(Recorded data)
------------------------------------------------------------

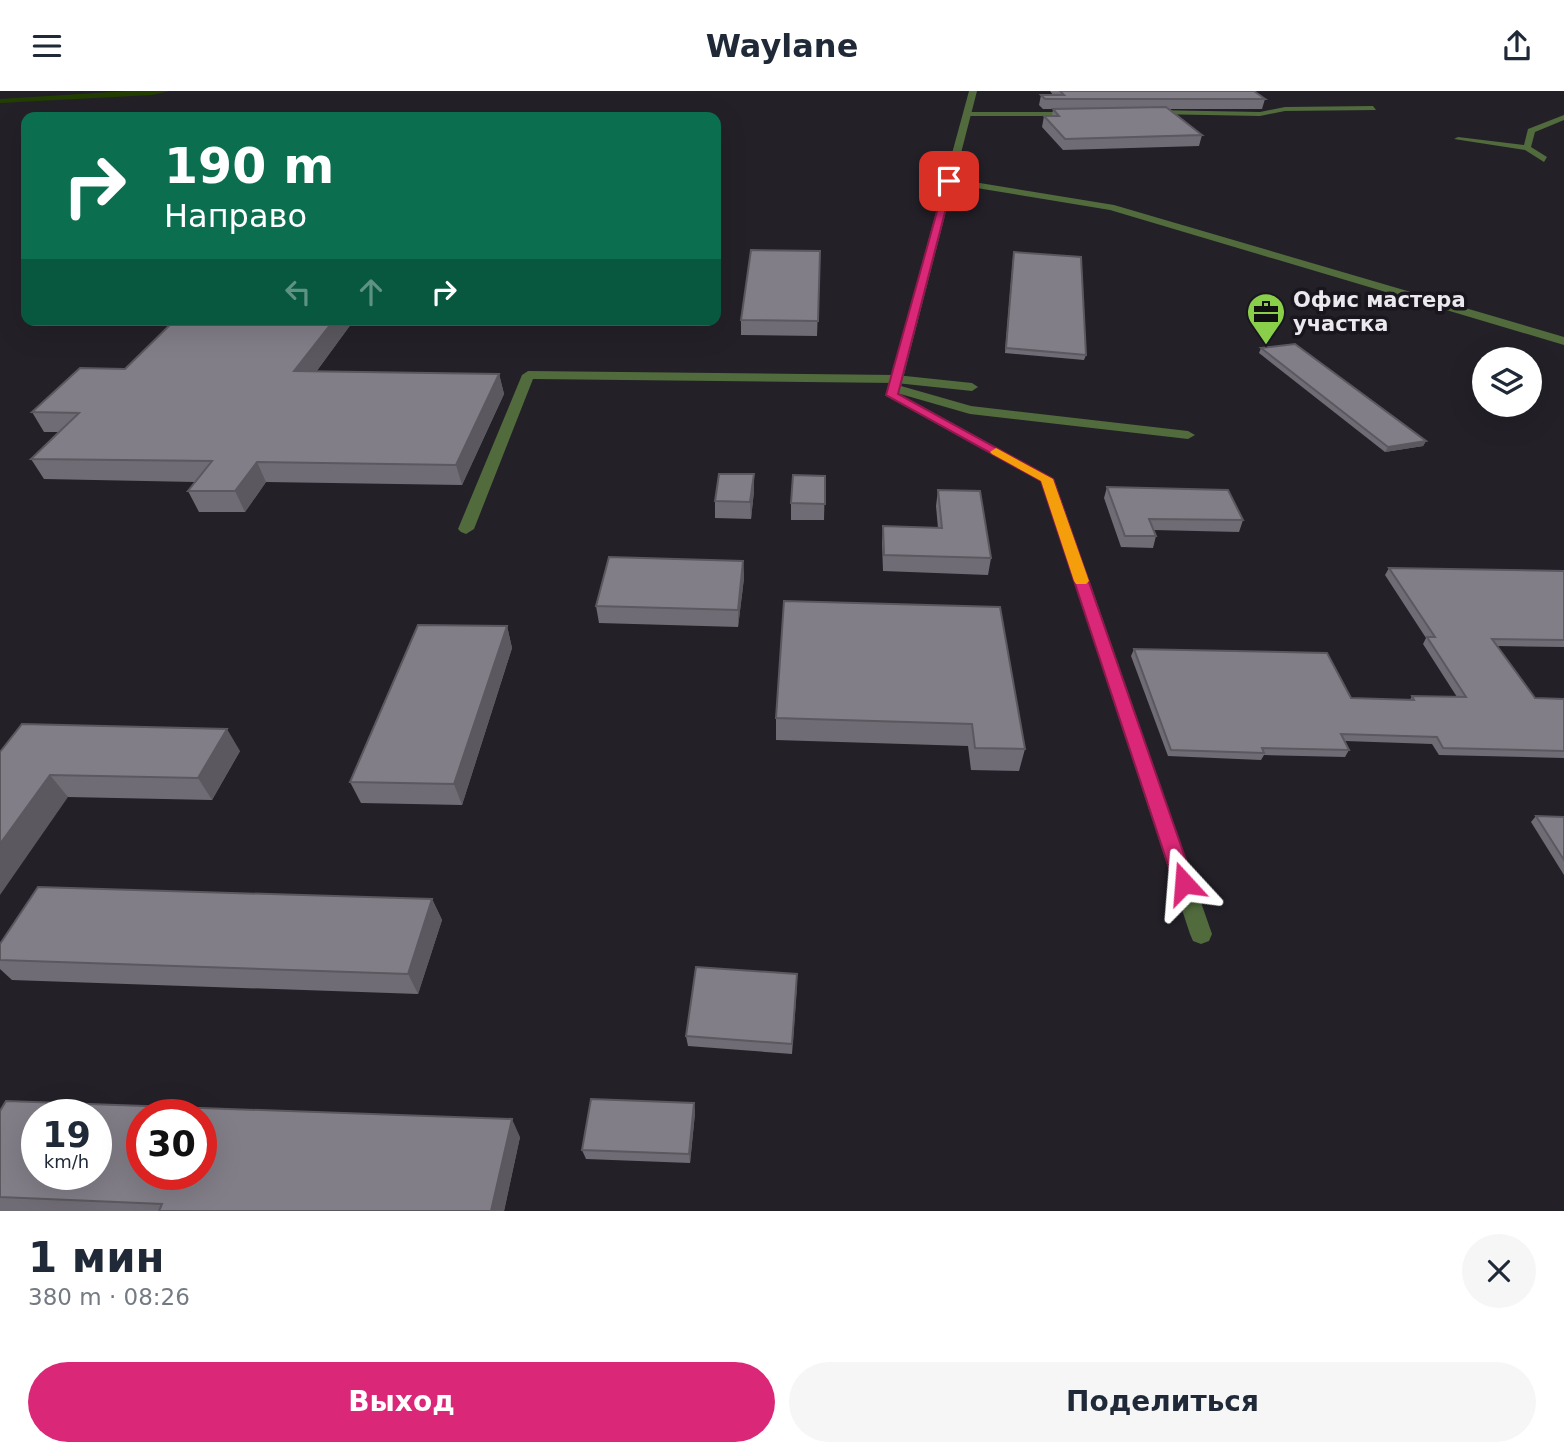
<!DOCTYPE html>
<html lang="ru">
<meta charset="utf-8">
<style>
:root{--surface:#fff;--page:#f6f6f7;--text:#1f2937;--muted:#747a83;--accent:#db2777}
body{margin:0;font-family:"DejaVu Sans",sans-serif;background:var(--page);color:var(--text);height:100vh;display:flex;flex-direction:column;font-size:26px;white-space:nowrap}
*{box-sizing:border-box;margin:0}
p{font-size:23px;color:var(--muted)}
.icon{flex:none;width:38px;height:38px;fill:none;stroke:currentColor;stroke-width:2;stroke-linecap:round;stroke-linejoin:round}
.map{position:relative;height:1120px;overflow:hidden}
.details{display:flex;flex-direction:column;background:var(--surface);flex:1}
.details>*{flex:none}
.banner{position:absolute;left:21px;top:21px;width:700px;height:214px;border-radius:14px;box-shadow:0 7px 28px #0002;background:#0b6e4f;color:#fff;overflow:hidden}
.fabs{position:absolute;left:1472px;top:256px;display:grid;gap:14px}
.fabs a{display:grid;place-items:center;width:70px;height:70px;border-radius:50%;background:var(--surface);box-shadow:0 7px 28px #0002;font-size:35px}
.speed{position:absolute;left:21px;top:1008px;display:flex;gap:14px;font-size:35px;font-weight:700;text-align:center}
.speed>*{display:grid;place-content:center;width:91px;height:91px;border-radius:50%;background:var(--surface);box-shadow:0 7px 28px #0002;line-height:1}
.speed small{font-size:18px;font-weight:400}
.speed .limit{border:10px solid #d22;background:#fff;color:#111}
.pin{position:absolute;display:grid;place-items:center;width:60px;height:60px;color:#fff;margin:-30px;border-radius:14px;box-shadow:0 4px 10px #0006}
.me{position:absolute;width:77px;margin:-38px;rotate:341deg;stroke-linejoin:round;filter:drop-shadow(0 0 5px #0008)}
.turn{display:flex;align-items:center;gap:24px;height:147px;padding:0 28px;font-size:32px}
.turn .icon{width:91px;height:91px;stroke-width:2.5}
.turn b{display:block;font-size:49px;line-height:60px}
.lanes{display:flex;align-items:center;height:66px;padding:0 28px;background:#0003;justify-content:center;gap:35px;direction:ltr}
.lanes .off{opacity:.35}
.round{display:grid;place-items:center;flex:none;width:74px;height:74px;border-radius:37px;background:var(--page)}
.head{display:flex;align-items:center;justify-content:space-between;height:119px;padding:0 28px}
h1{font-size:42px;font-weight:600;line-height:52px}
.button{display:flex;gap:14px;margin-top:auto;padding:14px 28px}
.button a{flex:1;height:80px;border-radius:42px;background:var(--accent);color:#fff;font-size:28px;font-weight:600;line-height:80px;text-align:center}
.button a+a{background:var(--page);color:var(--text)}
header{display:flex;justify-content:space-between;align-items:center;height:91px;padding:0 28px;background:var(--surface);font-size:32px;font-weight:600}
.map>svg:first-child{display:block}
</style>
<header><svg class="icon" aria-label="menu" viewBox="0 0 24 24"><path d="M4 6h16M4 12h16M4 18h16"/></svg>Waylane<svg class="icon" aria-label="share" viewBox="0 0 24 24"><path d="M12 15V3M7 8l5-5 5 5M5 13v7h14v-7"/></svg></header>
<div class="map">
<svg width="1564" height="1120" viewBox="0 0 1564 1120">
<rect width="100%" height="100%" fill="#232028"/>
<path fill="#223f01" d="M128,0H170L152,4L0,12V8Z"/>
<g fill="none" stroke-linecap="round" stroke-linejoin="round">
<g fill="#516b3d" fill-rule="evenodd">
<path d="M1373,15L1376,19L1285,20L1260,25L1153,23L1149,21L1153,19L1260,21L1285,16Z"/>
<path d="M964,21H1076L1080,23L1076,25H967Z"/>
<path d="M1564,24V29L1535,41L1531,56L1547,66L1544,71L1525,59L1454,48L1458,46L1524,54L1528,38Z"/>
<path d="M949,87L1114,114L1564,246V254L1110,119L946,92V88Z"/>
<path d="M528,280L896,284L972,292L978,296L972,300L896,292L533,288L474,438L466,443L461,441L458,438L522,284Z"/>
<path d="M894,293L971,315L1188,340L1195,344L1188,348L970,323L890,300V294Z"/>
</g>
<path fill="#516b3d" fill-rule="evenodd" d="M969,0H977L899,303L1054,388L1212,843L1209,850L1201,853L1193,850L1190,843L1041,390L886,305Z"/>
</g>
<g fill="#706c75">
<path d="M1050,0H1254L1265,8L1262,18H1170L1202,44L1199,55L1063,59L1042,36L1044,25H1052L1053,18H1043L1039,14L1041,4H1053Z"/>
<path d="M820,160L817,245L741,244V229Z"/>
<path d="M1013,166L1086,264L1084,269L1005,262Z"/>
<path d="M175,229H354L316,281L499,283L504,303L462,394L266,391L245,421H199L188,400L195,391L44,388L31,368L58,341H44L32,321L125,278Z"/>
<path d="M1261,257L1426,350L1423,355L1385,361L1259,262Z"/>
<path d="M825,385L824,429H791V412Z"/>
<path d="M1107,396L1243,429L1239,441L1154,439L1156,445L1153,457L1121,456L1104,407Z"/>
<path d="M938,399L991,467L988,484L883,480L882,452L883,435L938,437L936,415Z"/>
<path d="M754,400L751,428L715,427V410Z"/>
<path d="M743,470L744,487L738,536L599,532L596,515Z"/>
<path d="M1389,477L1564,480V556L1497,555L1535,607L1564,608V667L1439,664L1432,653L1345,650L1349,659L1345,666L1264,664L1261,669L1168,665L1131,565L1134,558L1351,607L1410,609L1412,605L1457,606L1423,553L1426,547L1385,484Z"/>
<path d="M784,510L1025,658L1019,680L971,679L968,655L776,649V627Z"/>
<path d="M507,535L512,557L462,714L361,712L350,691Z"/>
<path d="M240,660L212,709L68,706L0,661Z"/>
<path d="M1536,725L1564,726V784L1531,731Z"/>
<path d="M432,808L442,829L418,903L12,889L0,878V853Z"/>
<path d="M797,894L792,963L688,955L686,945Z"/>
<path d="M694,1012L695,1022L690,1072L586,1068L582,1059Z"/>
<path d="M0,1020L520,1046L504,1120H0Z"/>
</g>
<g fill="#5b585f">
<path d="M334,229H354L302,300L294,280Z"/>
<path d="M499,283L504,303L462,394L456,374Z"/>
<path d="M1426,350L1423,355L1385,361L1388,356Z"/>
<path d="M257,371L266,391L245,421L235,400Z"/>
<path d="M754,383V400L751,428L750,411Z"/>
<path d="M743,470L744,487L738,536V519Z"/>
<path d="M507,535L512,557L462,714L454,693Z"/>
<path d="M227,638L240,660L212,709L198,687Z"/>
<path d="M50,684L68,706L0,804V753Z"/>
<path d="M432,808L442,829L418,903L408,883Z"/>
<path d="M694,1012L695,1022L690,1072L689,1063Z"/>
<path d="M512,1028L520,1046L504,1120H491Z"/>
</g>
<g fill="#827e88" stroke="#5b585f" stroke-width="2" fill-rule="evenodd">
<path d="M1060,0H1254L1265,8H1045L1041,4H1064Z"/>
<path d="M1166,16L1202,44L1065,48L1044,25H1059L1053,18Z"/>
<path d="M751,159L820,160L818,230L741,229Z"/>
<path d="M1014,161L1081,166L1086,264L1006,257Z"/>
<path d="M175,229H334L294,280L499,283L456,374L257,371L235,400H188L212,370L31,368L79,322L32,321L80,277L125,278Z"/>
<path d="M1295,253L1426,350L1388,356L1261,257Z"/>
<path d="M719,383H754L750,411L715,410Z"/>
<path d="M793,384L825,385V413L791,412Z"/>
<path d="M1107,396L1228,399L1243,429L1149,428L1156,445H1125Z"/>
<path d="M938,399L980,400L991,467L884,464L883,435L942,437Z"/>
<path d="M609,466L743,470L738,519L596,515Z"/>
<path d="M1389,477L1564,480V549L1492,548L1535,607L1564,608V660L1443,657L1437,646L1341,643L1349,659L1262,657L1264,662L1171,659L1134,558L1327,562L1351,607L1414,609L1412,605L1466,606L1427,546H1435Z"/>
<path d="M784,510L1000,516L1025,658L975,657L972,633L776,627Z"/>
<path d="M418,534L507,535L454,693L350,691Z"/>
<path d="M22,633L227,638L198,687L50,684L0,753V661Z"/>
<path d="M1536,725L1564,726V769Z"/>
<path d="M38,796L432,808L408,883L0,869V853Z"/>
<path d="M696,876L797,883L792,953L686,945Z"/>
<path d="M591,1008L694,1012L689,1063L582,1059Z"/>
<path d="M6,1010L512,1028L491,1120H159L162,1113L0,1106V1020ZM37,1024H96V1083H37ZM142,1024H201V1083H142Z"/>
</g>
<path fill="#db2777" stroke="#8e194d" stroke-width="2" d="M946,88L953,90L898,303L1053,388L1194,792L1191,798L1184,801L1177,798L1174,792L1041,390L886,304Z"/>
<path fill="#f59e0b" d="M996,357L1053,388L1089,490L1086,493H1076L1074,490L1041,390L992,363L990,361Z"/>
<defs>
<symbol id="office-pin" viewBox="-11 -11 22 30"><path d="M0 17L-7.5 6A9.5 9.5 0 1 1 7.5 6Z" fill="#89cf49" stroke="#1a161e"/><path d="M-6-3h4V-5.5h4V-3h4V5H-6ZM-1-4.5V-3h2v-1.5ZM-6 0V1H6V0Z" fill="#111"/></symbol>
</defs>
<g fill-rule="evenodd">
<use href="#office-pin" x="1244" y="199" width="44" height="60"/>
</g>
<g text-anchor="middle" stroke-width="7" stroke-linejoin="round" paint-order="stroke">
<g font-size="21" font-weight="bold" fill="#ebe9ee" stroke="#1a161e" text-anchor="start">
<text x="1293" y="216">Офис мастера<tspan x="1293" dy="24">участка</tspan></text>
</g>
</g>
</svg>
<div class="fabs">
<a><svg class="icon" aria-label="layers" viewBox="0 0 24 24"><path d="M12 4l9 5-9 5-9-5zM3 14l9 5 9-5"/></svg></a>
</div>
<div class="speed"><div>19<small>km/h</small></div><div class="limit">30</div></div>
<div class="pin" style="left:949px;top:90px;background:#d93025"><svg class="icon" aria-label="arrive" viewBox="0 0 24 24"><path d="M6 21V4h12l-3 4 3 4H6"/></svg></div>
<svg class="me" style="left:1184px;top:792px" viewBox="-20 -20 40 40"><path d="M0-17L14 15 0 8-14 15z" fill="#db2777" stroke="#fff" stroke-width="4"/></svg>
<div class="banner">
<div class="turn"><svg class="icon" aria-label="right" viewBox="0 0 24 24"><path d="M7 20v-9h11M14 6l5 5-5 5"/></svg><div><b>190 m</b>Направо</div></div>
<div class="lanes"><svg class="icon off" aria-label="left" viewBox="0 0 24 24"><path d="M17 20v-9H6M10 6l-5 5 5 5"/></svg><svg class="icon off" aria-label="ahead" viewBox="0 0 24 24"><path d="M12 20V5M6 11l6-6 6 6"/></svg><svg class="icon" aria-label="right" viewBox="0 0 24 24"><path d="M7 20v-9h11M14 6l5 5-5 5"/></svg></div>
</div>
</div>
<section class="details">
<div class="head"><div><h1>1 мин</h1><p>380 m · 08:26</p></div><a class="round"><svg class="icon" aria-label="close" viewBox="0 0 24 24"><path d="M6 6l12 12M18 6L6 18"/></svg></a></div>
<div class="button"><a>Выход</a><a>Поделиться</a></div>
</section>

------------------------------------------------------------

■ TASK INSTRUCTIONS: Give the number of lines in the data that contain the string "position" and nothing more.

■ REPLY TO THE EXERCISE: 6